Stored data
....................

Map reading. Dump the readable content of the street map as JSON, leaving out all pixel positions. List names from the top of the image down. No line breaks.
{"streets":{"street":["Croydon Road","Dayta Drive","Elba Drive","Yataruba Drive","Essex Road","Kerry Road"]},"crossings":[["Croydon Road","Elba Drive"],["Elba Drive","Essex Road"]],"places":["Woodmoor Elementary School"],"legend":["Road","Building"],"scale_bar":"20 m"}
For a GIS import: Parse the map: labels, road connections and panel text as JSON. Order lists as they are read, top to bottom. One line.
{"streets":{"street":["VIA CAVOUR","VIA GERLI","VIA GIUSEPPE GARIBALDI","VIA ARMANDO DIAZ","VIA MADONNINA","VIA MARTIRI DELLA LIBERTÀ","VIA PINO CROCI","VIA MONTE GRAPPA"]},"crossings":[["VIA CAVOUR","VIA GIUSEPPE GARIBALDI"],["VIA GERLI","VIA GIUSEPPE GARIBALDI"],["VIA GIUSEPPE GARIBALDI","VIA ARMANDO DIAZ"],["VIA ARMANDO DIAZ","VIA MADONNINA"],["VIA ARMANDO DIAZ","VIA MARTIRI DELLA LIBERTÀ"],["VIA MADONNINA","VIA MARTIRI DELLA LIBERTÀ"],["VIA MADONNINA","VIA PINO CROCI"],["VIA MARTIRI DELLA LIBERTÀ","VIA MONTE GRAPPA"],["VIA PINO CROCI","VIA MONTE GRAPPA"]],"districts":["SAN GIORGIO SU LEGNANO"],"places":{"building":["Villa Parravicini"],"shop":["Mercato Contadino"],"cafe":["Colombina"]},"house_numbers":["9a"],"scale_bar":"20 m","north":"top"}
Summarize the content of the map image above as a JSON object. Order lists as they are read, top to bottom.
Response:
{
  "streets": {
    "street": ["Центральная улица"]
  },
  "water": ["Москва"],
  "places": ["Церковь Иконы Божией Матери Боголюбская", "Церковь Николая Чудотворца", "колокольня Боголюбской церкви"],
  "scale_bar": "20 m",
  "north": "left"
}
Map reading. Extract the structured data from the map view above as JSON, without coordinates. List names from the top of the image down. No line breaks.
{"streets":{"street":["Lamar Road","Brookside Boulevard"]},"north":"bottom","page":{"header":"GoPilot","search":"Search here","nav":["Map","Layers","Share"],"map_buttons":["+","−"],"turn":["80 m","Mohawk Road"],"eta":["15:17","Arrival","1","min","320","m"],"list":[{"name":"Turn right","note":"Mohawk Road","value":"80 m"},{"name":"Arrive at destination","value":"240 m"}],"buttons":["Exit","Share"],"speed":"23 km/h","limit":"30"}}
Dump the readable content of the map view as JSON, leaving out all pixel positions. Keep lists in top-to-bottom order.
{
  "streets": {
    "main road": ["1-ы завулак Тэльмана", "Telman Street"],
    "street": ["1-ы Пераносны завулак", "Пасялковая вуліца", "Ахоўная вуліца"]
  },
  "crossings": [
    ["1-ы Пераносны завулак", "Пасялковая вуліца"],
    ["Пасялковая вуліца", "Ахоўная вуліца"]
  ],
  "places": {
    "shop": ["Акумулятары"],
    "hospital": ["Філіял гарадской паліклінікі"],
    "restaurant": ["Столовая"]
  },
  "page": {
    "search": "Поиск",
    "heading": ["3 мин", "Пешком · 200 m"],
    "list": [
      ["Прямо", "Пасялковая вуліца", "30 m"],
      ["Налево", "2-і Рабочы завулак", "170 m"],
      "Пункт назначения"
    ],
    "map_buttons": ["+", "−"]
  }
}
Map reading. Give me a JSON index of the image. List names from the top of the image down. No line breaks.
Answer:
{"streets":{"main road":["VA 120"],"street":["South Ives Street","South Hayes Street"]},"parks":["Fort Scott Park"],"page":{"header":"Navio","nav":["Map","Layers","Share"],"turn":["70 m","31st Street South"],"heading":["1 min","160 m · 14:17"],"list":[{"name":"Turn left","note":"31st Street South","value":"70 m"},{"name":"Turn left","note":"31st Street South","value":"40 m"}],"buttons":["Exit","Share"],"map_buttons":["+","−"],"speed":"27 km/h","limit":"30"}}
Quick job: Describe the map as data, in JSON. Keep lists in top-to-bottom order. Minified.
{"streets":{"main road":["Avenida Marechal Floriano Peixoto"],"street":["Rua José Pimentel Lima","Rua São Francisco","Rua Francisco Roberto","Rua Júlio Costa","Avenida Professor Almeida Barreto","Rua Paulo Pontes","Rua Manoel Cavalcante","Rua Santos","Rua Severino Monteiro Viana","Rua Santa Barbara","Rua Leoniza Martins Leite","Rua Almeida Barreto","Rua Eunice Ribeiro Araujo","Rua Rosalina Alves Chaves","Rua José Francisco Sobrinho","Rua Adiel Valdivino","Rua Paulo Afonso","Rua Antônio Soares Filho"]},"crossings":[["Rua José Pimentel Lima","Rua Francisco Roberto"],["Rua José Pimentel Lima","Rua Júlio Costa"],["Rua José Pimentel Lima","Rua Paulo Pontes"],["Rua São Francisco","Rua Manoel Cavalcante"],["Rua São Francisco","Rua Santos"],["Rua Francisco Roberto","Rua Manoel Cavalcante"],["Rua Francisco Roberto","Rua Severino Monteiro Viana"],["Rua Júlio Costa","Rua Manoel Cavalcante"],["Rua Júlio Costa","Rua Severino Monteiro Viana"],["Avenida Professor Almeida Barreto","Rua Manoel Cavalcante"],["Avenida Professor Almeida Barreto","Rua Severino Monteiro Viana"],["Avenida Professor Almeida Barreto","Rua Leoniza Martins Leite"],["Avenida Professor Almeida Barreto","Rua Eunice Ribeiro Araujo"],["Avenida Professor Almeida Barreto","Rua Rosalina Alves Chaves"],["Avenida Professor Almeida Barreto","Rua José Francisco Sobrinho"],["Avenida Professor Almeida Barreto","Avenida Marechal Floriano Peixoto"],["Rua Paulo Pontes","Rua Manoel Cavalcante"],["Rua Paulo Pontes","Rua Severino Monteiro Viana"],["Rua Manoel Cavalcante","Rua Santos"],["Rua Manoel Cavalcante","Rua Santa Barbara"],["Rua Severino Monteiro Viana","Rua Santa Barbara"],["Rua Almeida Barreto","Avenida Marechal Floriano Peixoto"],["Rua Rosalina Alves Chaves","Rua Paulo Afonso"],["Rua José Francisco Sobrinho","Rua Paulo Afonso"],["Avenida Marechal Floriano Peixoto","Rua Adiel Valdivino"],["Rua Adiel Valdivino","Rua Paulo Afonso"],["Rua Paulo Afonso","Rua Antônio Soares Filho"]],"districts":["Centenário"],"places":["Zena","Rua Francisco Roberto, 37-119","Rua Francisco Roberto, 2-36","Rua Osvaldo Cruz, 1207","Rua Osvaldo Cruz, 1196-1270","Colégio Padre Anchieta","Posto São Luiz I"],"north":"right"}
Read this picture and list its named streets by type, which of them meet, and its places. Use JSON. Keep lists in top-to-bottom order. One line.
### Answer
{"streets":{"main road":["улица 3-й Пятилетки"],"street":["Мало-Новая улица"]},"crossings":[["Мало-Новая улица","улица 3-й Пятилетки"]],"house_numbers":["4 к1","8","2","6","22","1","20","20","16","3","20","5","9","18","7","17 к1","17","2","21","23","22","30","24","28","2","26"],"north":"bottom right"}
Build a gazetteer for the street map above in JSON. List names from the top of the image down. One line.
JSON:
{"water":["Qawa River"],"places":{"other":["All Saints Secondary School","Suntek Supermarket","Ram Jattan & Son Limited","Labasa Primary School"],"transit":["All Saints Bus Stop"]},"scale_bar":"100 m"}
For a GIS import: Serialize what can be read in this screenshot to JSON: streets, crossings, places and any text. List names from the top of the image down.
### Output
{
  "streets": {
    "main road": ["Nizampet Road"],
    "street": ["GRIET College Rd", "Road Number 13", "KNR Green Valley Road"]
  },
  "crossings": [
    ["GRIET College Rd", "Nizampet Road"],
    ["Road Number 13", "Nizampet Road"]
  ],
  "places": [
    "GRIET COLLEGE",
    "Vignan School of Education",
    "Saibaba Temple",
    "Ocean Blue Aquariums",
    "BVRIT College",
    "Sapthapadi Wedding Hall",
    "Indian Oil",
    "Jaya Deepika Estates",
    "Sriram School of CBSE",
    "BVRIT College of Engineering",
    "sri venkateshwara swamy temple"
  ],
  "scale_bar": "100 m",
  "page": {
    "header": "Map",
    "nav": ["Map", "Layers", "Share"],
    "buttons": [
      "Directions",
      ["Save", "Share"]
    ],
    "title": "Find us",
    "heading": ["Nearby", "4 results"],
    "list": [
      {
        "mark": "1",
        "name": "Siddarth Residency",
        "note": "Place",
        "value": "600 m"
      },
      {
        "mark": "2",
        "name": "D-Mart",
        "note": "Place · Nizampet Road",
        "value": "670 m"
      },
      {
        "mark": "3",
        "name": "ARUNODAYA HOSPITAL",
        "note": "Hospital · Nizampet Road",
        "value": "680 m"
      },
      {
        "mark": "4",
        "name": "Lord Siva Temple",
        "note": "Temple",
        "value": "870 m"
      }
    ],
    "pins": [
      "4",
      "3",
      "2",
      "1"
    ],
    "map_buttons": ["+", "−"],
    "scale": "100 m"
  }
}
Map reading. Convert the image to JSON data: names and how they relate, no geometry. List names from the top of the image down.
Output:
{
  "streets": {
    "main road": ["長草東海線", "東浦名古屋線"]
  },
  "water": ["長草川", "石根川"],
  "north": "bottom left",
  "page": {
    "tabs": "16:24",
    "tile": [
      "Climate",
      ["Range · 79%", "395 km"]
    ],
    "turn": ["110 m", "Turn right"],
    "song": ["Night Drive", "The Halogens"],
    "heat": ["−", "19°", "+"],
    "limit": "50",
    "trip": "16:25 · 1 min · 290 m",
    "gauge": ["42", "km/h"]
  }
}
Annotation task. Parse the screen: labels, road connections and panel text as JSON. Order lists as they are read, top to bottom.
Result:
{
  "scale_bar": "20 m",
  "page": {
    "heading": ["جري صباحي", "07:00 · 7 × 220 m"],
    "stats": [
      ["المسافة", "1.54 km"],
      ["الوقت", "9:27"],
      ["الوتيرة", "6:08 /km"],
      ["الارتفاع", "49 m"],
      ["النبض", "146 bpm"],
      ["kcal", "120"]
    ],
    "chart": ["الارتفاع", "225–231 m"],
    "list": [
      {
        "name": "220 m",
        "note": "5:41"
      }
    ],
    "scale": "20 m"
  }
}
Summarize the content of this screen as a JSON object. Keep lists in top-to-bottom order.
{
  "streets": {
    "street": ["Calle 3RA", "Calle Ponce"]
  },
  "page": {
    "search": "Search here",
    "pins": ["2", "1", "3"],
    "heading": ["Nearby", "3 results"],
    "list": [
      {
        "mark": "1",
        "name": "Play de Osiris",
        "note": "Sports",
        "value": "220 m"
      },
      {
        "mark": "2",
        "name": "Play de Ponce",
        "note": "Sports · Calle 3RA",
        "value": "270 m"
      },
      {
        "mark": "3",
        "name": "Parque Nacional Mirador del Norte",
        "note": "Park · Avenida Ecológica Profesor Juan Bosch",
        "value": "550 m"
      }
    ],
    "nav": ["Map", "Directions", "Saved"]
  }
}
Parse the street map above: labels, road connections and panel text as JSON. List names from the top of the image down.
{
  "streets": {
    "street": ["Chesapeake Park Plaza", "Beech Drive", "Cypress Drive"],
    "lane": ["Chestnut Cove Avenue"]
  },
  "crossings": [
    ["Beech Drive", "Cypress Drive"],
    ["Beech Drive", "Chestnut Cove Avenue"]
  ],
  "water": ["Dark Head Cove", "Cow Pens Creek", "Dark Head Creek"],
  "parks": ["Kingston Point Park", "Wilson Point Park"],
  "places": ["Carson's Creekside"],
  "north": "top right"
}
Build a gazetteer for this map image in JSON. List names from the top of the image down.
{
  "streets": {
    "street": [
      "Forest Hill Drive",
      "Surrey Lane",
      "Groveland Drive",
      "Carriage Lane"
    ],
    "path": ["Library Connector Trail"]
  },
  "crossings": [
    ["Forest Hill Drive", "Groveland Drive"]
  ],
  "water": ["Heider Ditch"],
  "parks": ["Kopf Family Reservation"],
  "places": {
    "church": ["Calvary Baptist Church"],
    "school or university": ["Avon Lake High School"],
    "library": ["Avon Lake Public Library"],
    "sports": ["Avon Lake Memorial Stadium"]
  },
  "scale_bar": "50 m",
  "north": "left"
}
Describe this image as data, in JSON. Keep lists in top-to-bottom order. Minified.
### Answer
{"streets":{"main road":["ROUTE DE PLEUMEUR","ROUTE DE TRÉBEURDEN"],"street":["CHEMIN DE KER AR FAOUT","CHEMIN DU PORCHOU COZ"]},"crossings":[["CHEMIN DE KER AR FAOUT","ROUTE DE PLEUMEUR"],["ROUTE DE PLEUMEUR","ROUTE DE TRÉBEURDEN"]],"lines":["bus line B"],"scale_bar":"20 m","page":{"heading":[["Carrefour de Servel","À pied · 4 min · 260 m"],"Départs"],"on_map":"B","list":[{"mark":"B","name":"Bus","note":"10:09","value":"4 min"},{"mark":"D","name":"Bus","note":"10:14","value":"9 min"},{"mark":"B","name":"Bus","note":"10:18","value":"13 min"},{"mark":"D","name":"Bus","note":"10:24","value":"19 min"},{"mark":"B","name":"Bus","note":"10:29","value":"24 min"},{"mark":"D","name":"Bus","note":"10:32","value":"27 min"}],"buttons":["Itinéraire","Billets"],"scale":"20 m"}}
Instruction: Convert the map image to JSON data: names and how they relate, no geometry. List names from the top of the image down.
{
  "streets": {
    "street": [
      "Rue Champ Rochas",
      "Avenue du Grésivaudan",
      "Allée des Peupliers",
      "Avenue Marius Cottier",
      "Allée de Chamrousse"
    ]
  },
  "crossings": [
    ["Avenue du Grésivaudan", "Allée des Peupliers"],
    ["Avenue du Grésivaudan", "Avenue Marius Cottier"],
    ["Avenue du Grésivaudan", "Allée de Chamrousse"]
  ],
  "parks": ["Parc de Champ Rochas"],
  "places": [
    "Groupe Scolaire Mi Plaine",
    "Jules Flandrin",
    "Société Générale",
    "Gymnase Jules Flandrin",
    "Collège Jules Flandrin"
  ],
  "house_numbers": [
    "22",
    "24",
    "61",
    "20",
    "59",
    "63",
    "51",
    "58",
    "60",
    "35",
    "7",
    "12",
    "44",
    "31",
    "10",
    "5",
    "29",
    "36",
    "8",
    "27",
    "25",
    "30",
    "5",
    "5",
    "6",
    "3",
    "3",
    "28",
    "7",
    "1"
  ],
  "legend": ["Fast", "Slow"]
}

....................

# Task objective
When you reach the line with "Build a gazetteer for the" in the records above, start writing out lines exactly, and stop once the line with "For a GIS import: Serialize" has been written; include nothing else.

# Answer area
Build a gazetteer for the street map above in JSON. List names from the top of the image down. One line.
JSON:
{"water":["Qawa River"],"places":{"other":["All Saints Secondary School","Suntek Supermarket","Ram Jattan & Son Limited","Labasa Primary School"],"transit":["All Saints Bus Stop"]},"scale_bar":"100 m"}
For a GIS import: Serialize what can be read in this screenshot to JSON: streets, crossings, places and any text. List names from the top of the image down.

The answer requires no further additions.